Enterprise Architecture Design

User-centric Enterprise Architecture provides information to decision-makers using design thinking, so as to make the information easy to understand and apply to planning and investment decisions.

Some examples of how we do this:

  1. Simplifying complex information by speaking the language of the business (and not all techie).
  2. Unifying disparate information to give a holistic view that breaks the traditional vertical (or functional) views and instead looks horizontally across the organization to foster enterprise solutions where we build once and reuse multiple times.
  3. Visualizing information to condense lots of information and tell a story—as the saying goes, a picture is worth a thousand words.
  4. Segmenting end-users and tailoring EA information products to the different user groups which we do with profiles geared to executive decision makers, models for mid-level managers, and inventories for the analysts.
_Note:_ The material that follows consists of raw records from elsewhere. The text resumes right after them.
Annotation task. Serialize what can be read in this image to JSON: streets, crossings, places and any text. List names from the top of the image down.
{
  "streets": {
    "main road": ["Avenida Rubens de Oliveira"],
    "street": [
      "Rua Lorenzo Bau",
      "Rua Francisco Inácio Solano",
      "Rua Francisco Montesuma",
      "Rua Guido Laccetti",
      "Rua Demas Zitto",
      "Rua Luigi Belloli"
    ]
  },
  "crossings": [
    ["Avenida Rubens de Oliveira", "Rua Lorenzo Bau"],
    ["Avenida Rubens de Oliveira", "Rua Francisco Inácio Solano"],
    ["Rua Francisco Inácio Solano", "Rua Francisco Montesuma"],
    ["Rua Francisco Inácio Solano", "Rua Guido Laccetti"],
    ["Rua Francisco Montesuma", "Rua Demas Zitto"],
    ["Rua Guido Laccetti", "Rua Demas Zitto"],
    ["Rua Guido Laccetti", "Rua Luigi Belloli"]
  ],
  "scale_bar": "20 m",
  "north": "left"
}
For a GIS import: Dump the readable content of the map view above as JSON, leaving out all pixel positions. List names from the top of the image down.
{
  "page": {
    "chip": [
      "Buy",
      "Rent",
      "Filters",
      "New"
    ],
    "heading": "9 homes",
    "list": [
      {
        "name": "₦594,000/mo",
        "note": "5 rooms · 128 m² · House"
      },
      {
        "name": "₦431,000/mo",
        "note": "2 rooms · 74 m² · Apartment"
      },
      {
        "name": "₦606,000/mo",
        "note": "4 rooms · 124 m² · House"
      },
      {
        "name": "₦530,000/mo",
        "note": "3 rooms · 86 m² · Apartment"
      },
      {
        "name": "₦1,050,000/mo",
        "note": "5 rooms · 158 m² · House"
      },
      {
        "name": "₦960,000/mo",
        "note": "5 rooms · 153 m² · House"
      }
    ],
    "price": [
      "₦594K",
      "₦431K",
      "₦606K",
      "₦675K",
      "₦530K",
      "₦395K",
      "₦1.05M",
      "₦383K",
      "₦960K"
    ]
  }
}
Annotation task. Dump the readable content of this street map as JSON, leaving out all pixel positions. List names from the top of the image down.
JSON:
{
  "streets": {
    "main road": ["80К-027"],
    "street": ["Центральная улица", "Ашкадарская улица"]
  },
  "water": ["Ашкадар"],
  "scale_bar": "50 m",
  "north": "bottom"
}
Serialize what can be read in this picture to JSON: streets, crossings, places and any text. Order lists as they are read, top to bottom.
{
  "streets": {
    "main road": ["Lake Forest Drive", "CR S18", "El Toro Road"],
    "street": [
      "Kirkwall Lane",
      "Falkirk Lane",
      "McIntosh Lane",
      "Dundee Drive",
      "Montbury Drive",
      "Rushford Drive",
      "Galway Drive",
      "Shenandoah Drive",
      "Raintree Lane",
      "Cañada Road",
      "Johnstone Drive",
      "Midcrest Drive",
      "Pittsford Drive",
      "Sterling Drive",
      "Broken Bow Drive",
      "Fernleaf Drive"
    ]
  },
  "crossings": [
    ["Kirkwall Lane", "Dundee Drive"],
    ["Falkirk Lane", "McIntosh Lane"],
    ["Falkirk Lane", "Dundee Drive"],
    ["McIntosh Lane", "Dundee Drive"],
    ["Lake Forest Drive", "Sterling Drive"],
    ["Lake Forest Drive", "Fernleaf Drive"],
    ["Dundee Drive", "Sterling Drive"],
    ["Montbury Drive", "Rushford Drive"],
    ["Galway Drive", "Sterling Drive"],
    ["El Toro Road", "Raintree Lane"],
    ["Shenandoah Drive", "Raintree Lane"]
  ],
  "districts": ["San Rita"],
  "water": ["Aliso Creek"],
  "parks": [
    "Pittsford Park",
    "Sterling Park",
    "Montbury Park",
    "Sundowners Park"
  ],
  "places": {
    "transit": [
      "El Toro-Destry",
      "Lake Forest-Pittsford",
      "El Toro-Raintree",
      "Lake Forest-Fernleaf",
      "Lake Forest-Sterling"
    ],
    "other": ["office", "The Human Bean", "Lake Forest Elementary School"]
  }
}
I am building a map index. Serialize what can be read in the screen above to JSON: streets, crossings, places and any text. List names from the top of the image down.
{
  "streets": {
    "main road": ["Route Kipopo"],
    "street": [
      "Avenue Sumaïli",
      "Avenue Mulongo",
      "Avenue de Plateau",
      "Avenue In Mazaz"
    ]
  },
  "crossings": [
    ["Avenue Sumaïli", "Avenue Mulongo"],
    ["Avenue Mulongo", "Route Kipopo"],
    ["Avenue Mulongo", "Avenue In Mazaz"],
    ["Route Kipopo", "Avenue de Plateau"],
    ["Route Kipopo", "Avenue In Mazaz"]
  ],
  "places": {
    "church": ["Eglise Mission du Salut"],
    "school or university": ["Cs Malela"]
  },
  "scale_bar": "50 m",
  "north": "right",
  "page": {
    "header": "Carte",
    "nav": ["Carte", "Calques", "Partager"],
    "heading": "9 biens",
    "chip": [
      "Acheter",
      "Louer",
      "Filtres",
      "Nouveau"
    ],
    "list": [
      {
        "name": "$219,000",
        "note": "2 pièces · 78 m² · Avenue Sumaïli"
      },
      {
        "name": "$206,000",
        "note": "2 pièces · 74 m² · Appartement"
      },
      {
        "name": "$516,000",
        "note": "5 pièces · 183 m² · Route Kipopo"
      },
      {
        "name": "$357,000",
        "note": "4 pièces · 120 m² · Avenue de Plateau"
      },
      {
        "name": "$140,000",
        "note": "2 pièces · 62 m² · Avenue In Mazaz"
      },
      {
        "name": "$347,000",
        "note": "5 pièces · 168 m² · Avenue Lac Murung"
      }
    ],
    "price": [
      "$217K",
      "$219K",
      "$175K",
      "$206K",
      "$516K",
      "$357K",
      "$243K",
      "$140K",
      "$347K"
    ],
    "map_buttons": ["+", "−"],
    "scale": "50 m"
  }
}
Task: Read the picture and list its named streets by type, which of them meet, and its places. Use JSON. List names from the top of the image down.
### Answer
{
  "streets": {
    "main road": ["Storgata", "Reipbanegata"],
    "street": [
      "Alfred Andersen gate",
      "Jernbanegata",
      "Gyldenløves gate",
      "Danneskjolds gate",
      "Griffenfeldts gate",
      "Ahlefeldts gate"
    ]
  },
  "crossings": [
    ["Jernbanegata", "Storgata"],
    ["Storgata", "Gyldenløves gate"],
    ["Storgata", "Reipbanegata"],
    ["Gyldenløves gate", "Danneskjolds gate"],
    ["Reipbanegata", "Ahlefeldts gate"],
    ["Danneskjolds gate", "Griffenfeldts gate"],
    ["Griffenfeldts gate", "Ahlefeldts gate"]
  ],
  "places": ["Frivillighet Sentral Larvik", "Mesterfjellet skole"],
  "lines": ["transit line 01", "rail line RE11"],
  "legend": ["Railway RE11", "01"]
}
Interestingly enough, in the summer issue of MIT Sloan Management Review, there is an article called “How to Become a Better Manager…By thinking Like a Designer.”

Here are some design pointers from the experts that you can use to aid your enterprise architectures (they are written to parallel the principles from User-centric EA, as I have previously described above):

  1. Embrace simplicity—“people often confuse simplicity…with simplistic….it takes courage to be simple…and the simplest solution is often the best.”
  2. Look for patterns in the data—“good problem solvers become proficient at identifying patterns.” Further, designers seek “harmony to bring together hierarchy, balance, contrast, and clear space in a meaningful way.”
  3. Apply visual thinking—often managers…rely heavily on data and information to tell the story and miss the opportunity to create context and meaning,” instead managers need to “think of themselves as designers, visual thinkers or storytellers.”
  4. Presenting clearly to specific end-users—“good design is about seeing and communicating clearly.” Moreover, it’s about “seeing things from the clients point of view…designers learn pretty quickly that is not about Me, it’s about You.”

MIT Sloan states “we have come to realize over the past few years that design-focused organizations do better financially than their less design-conscious competitors…design is crafting communications to answer audience needs in the most effective way.

This is a fundamental lesson: organizations that apply the User-centric Enterprise Architecture design approach will see superior results than legacy EA development efforts that built “artifacts” made up primarily of esoteric eye charts that users could not readily understand and apply.